Mpho Tutu van Furth, an Anglican priest in the Diocese of Washington DC, was asked to officiate at her late godfather, Martin Kenyon’s funeral in Shropshire on Thursday.
According to Ms Tutu van Furth, it “seemed really churlish and hurtful.”
The Diocese of Hereford described the situation as “difficult.”
Because its official teaching is that marriage is only between one man and one woman, the Church of England does not allow its clergy to be in a same-sex marriage.
However, its sister Anglican church in the United States, The Episcopal Church, allows clergy to marry gay people.
“Advice was given in accordance with the House of Bishops’ current guidance on same-sex marriage,” the Diocese of Hereford said in a statement.
Former Bishop of Liverpool, the Right Reverend Paul Bayes, a campaigner for the church to change its position on sexuality, stated that “pleading that things are difficult is not good enough.”
“We urgently need to create space for conscience, pastoral care, and love,” he said.
Mr Kenyon’s family moved the funeral service from St Michael and All Angels in Wentnor, near Bishops Castle, to a marquee in the vicarage next door so Ms Tutu van Furth could officiate and preach.
“It’s heartbreaking,” Ms Tutu van Furth told BBC News. “It appears to be a bureaucratic response with possibly a lack of compassion.” It appeared churlish and hurtful.
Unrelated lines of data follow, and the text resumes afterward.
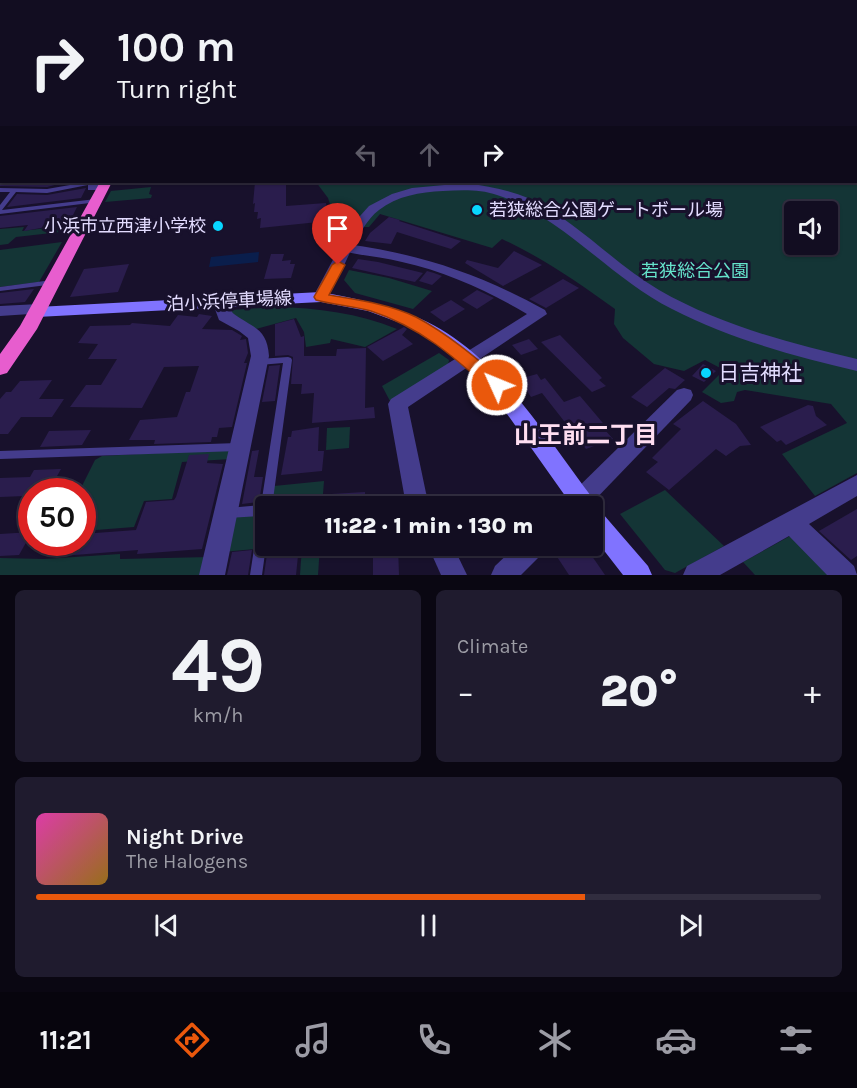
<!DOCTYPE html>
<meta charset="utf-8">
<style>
:root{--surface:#120d21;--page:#1f1b2e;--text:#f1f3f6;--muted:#9c9ca5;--line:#312d3f;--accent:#ea580c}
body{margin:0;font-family:Karla,"Noto Sans JP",sans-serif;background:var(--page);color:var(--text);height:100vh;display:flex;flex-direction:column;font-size:22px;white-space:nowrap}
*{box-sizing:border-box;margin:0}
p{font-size:20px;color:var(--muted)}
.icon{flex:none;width:33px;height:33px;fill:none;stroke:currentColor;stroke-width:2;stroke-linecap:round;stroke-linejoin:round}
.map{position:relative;height:575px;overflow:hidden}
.details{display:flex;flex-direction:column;gap:15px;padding:15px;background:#0a0712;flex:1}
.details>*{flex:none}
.banner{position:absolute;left:0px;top:0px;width:858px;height:183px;box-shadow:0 2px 4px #0004,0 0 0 2px var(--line);background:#120d21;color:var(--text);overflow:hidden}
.controls{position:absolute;left:784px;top:201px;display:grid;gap:12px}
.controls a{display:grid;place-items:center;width:54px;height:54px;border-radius:6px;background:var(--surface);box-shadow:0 2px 4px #0004,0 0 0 2px var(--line);font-size:30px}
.speed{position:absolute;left:18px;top:478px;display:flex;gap:12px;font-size:30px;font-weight:700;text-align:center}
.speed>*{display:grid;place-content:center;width:78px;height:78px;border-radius:50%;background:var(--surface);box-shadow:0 2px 4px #0004,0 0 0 2px var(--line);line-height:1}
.speed .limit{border:9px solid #d22;background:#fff;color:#111}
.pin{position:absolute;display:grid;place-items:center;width:51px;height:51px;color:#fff;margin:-62px -26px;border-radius:50% 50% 50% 0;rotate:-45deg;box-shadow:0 0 6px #0007}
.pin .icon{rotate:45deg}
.me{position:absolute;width:66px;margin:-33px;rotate:314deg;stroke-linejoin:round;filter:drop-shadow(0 0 4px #0008)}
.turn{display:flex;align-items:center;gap:21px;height:126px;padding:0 18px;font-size:27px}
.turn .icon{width:78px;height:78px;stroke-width:2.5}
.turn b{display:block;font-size:42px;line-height:51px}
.lanes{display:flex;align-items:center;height:57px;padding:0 18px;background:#0003;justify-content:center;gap:30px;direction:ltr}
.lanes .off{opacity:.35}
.big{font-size:45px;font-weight:800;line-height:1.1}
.details .card{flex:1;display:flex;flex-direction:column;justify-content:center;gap:9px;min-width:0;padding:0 21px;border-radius:9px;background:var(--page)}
.details .dial{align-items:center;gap:0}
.dial b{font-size:78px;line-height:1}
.song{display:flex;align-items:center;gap:18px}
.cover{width:72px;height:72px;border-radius:9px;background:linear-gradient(135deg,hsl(320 70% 55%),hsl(40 70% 35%))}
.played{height:6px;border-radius:3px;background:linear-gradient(90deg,var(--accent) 70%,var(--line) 70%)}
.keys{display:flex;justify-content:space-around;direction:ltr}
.heat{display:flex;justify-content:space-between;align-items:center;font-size:33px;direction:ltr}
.details .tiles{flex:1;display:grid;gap:15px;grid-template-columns:1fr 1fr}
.card:last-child{grid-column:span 2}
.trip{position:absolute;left:255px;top:496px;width:348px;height:60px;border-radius:6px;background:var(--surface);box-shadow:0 2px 4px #0004,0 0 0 2px var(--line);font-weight:800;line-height:60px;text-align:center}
.tabs{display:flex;height:96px;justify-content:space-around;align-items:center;background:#07050d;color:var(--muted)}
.tabs .icon{width:42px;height:42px}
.tabs .on{color:var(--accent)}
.tabs b{font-size:27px;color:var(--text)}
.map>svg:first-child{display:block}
.green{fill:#143536;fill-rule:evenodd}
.water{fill:#0a1e4c}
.building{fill:#2a1d4d}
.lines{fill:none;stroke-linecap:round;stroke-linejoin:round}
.service{fill:#443c8c;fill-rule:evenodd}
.minor{fill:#443c8c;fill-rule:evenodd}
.tertiary{fill:#443c8c;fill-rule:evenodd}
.secondary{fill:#8073ff;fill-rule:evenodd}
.trunk{fill:#e75dce;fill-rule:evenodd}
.route{fill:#ea580c;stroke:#983908;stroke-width:1.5}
.poi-dot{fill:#08d6ff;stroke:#18112c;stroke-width:2}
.labels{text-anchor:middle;stroke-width:6;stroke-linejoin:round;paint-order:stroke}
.poi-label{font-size:18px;fill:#e3dcff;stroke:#18112c;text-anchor:start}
.park-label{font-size:18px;fill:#65e3cb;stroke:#18112c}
.street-label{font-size:18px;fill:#e3dcff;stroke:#18112c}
.near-poi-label{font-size:21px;fill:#e3dcff;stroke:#18112c;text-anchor:start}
.near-neighbourhood-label{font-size:24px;font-weight:bold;fill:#ffdef1;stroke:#18112c}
</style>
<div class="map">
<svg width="857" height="575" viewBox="0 0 857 575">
<rect width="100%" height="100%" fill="#18112c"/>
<g class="green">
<path d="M857,89v384l-42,23 -33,-42 65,-31 -16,-19 -86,-14 -8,2 -3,9 -13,2 -19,-11 22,-22 -19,-10 -21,11 -30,-7 -31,-26 -9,-14 1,-15c-36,-26 -72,-51 -113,-70l-10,9 -112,-34 -11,13h-25l-9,-7 -7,-22 -12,-16h540zM795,212h33v32h-33z"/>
<path d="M151,187l-2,7 3,1 -1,3 -46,4 6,-11z"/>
<path d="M72,225l-3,6 -53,6 -8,7 -8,1v-16l24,-2 -2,4z"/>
<path d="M62,242l-23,40 -39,5v-37z"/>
<path d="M349,270l40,8 43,13 -19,18 -58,-16 -11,-13z"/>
<path d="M275,307c43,1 83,6 122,22l-32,18 -34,-8 -1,4 -24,4 -2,-15 -8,-14 -40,11 -25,-14 1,-5z"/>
<path d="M439,353l10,7 -1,5 -58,36 -8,-15z"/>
<path d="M350,427l-1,21 -23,2 1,-22z"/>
<path d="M234,449l-3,10 -49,3 -10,37 -28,2 -10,26 -51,4 -1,-39h-3l16,-32 7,-4z"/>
<path d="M324,481l-2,26h-51l3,-21z"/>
<path d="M665,490l59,56 -49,27 -10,-3 -45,-56z"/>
<path d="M260,513l-5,36 -32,3 7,-36z"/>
<path d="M790,536l46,39h-81l-12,-13z"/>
<path d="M302,546h18l-2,29h-18z"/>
<path d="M120,554v5l90,-2 -5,18h-205v-17l44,1z"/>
</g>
<path class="water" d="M259,252l-1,10 -49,5 2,-10z"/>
<g class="building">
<path d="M0,182h66l-19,5 -47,-1z"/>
<path d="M255,182h31v24l40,-3 2,18 -68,7 1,-10 -4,1 1,-7h-4l1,-9 -2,1z"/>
<path d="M86,188l-5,10 -74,9 10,-13 30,1z"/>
<path d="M77,207l-8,16 -45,8 4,-6 -28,3v-12z"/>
<path d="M389,217l11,3 -1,1 62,20 -10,8 -54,-17 -6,12 -26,-3 5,-8z"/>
<path d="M514,251l28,14 -39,21 -38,-23 2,-3 31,8z"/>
<path d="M271,254h13l-2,7 9,-1 -1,4h5l-4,14 -27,1z"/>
<path d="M358,259l20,3 45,11 -8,9 -63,-14z"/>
<path d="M129,264l-11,28 -48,5 14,-28z"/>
<path d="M427,271l7,2 8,3 -10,9 -13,-4z"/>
<path d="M563,279l16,9 -33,20 -17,-9z"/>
<path d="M34,289l-9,13 -25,2v-11z"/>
<path d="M477,290l17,8 -17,11 -15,-9z"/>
<path d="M451,300l14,9 -21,13 -14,-10z"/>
<path d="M199,314l13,2 -10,13 30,1 10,6 -2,4 6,-1 2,14 -4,10h3l-15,64 -13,1 -2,9h-5l-1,5 -57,2 1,-4h-26l11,-20 37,-3 9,-25h4l9,-26 -35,1 -22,41 -72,-1 16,-22h15l16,-26h-29l10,-15 -20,-1 12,-17 40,-1 2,-2 38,3 8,-11 19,2z"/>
<path d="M294,319l7,18 3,-1v20h32l1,-7 29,-1 -1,60 9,-1 1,11 -63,5 2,-30 -13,1 1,-10h-11l2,-27 -5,-2 -13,1v-32z"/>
<path d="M404,327l3,2 -5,6 11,9 -30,17 -16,-14z"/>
<path d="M560,335l42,43 -3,2 7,6 -14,6 -51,-50z"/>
<path d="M529,339l9,10 -17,6 -9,-10z"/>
<path d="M703,364l13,7 -12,11 -12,-6z"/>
<path d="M280,365l-5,36 -13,1 7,-36z"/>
<path d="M665,368l20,12 -10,9 -6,-1 -22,19 -16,-10z"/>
<path d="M537,374l4,6 4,-2 19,24 16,-6 28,33 -3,1 8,9 -27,10 -44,-56 -11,4 -12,-18z"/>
<path d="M52,380l-13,19h25l-12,18h-31l-13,17h-8v-35l6,-7h5l9,-11z"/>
<path d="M703,401l33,23 15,21 -11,1 -14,10 -10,-7 -47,41 -23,-18 12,-10 -6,-4 29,-29 -8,-5z"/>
<path d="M808,405l5,1 3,10 11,9 -41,20 -5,-5 -4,2 -17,-15z"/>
<path d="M319,427l-1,24h6l-2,20 -41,4 7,-38h3l1,-6z"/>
<path d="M91,430l-9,15 -42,2 9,-16z"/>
<path d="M259,450l-5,27h9l-4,25 -17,2 10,-53z"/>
<path d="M209,454l-2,9 16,1 -21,85 -65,5 1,-4 -89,7 6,-14h27v-9l54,-4 10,-28 28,-2 2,-3 13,-42z"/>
<path d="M61,469l-13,23h-16l-7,4 -25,1v-19l30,-1 4,-7z"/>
<path d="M365,492v15h-35l1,-13z"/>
<path d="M857,509v47l-6,4 -32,-29z"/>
<path d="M32,532l-13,23 -19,1v-22z"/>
<path d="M299,546l-3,29h-32l4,-28z"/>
<path d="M373,546h25l1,29h-26z"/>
<path d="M550,546h35l20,29h-36z"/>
<path d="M252,550l-4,25h-21l5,-23z"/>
</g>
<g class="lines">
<g class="service">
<rect x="0" y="96" width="2" height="3"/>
<rect x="0" y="109" width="2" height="2"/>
<rect x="0" y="123" width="2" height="2"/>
<rect x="0" y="156" width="2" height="4"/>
<path d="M87,182h9l-3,2 -46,9 -31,-1 -14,18 94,-11 3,2 -1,1 -98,12v-9l10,-13h-10v-4l47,1z"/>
<path d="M52,280l4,2 -1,2 -55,7v-4z"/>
<path d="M288,357l3,1 1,2 -20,147h-6v39l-4,29h-12l9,-59 -31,2 -4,-1 -2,-4 2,-4 4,-1 33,-3 22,-142 -24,2 -3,-1 -1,-2 1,-2 3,-1z"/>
<path d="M238,443l4,1 1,3 -1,3 -4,1 -238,8v-8z"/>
</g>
<g class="minor">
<path d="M2,133v7h-2v-6z"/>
<path d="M88,182h10v2l9,1 2,2 -6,3h-15z"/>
<path d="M347,244c73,10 133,30 198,66l2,4 -139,93 18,86 6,14h-22l-6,-13 -16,-90 3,-5 136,-85c-39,-23 -80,-42 -125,-52 -19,-5 -40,-6 -60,-11l-2,-3z"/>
<path d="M220,296l5,2c4,5 5,13 9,16 19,14 33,14 35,42l-44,219h-26l52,-219 -3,-18 -9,-7 -20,-11 -7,-19z"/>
<path d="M39,304l8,5 -2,4 -45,3v-10z"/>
<path d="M684,388l7,2 2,5 -2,5 -103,107h-26l3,-7 112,-110z"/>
<path d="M857,475v21l-48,28 45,42 3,9h-30l-38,-39 -69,39h-37l4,-9z"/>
<path d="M428,546h25l14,29h-26z"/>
<path d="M516,546h29l-3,8 -21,21h-30l4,-9z"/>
</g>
<path class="tertiary" d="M466,183c22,3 42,7 62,15 48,22 85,65 131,92 61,35 130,53 198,69v12c-63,-15 -127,-32 -185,-62 -62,-31 -110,-93 -175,-114 -17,-6 -36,-5 -54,-4 -23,1 -46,5 -64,19 -23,17 -36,65 -53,90h-10l-3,-3 38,-71 18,-20 23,-12 20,-6z"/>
<path class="secondary" d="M321,292c31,6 63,12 93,24 81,33 129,117 180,184l3,7 51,59 4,9h-29l-31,-40v-28h-19l-83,-117 -27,-27 -30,-23 -30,-16 -35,-13 -47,-9 -284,15 -8,-5 8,-5z"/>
<path class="trunk" d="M100,182h12l-75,147 -30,44 -7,2v-21l20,-28z"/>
</g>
<linearGradient id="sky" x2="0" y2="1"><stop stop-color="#0d0918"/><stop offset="0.53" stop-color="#373856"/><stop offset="1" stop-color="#373856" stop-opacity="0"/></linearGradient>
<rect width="857" height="169" fill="url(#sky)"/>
<path class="route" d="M338,261l7,4 -16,30c29,5 60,9 87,22 32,17 59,40 87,64l2,4 -2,5 -6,2 -6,-2c-38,-34 -71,-63 -120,-79 -18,-5 -37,-6 -55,-11l-2,-3 18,-32z"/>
<g class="poi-dot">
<circle cx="477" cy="210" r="6"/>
<circle cx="218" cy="226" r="6"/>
<circle cx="706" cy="373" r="6"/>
</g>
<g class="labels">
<g class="poi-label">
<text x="489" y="216">若狭総合公園ゲートボール場</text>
<text x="206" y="232" text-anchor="end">小浜市立西津小学校</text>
</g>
<g class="park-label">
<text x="695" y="277">若狭総合公園</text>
</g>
<g class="street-label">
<text transform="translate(229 301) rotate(-3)" y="6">泊小浜停車場線</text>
</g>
<g class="near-poi-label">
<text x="718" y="380">日吉神社</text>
</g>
<g class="near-neighbourhood-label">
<text x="586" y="443">山王前二丁目</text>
</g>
</g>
</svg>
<div class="controls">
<a><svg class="icon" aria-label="sound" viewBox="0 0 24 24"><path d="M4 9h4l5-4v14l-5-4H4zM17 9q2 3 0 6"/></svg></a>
</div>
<div class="speed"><div class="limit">50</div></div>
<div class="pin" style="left:338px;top:265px;background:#d93025"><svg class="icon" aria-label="arrive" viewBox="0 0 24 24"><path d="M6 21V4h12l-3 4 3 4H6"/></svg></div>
<svg class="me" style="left:497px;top:385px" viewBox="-20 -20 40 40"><circle r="17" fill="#ea580c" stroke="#fff" stroke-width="3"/><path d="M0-11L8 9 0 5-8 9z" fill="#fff"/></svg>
<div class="trip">11:22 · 1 min · 130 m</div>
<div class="banner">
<div class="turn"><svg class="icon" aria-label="right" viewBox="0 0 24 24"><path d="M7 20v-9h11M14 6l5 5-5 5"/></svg><div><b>100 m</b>Turn right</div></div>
<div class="lanes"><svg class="icon off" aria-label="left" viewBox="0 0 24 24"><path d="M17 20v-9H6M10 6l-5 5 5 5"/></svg><svg class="icon off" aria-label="ahead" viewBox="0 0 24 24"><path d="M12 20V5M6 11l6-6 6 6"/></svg><svg class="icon" aria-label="right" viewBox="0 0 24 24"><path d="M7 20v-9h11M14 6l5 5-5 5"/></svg></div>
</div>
</div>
<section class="details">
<div class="tiles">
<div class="card dial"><b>49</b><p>km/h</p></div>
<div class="card"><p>Climate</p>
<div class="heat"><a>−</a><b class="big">20°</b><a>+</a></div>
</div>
<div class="card">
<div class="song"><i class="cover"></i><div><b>Night Drive</b><p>The Halogens</p></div></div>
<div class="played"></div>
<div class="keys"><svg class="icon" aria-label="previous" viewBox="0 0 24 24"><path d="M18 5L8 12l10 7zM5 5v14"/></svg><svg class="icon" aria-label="pause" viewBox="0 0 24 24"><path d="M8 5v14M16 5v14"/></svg><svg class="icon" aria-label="next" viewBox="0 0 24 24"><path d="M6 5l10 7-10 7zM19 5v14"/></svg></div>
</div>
</div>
</section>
<nav class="tabs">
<b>11:21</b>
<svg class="icon on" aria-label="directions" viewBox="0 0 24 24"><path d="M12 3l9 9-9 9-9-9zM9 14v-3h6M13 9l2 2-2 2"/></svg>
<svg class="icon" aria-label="music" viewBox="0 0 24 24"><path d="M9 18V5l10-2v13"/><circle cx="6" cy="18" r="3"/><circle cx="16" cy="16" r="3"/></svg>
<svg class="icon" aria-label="phone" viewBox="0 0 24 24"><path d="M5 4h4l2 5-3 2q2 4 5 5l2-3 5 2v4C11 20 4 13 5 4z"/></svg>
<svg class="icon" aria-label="climate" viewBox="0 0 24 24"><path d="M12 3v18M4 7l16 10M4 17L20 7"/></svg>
<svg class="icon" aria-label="car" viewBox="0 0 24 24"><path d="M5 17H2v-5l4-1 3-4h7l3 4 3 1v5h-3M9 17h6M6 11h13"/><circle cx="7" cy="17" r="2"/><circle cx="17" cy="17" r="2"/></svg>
<svg class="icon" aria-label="filters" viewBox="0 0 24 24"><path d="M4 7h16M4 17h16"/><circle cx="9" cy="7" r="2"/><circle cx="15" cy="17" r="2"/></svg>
</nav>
But, as sad as that was, there was joy in celebrating someone who could open the door to people who are sometimes excluded.”
Martin Kenyon, then 91, became an internet sensation in December 2020 after giving candid answers to CNN after receiving the Covid-19 vaccine.
When asked how it felt to be one of the world’s first to receive the vaccine, he replied, “I don’t think I feel much at all.” But he added that he hoped he wouldn’t get the “bug” now that he had granddaughters.
“Is there any point in dying when I’ve lived this long?” he asked.
Mr Kenyon knew the late South African Archbishop Desmond Tutu well.
After marrying Marceline van Furth, a Dutch academic, in 2015, Ms Tutu van Furth was forced to give up her right to officiate as a priest in South Africa.
Desmond Tutu, who died in December 2021, was awarded the Nobel Peace Prize in 1984 for his work against apartheid in South Africa. He also advocated for gay rights and supported same-sex marriage.
“I wouldn’t go to a homophobic heaven.” No, I’d say sorry, but I’d much rather go somewhere else,” he said in 2013.
“I would not worship a homophobic God, that is how strongly I feel about this.”
“I am as passionate about this campaign as I was about apartheid,” he added. It’s on the same level for me.”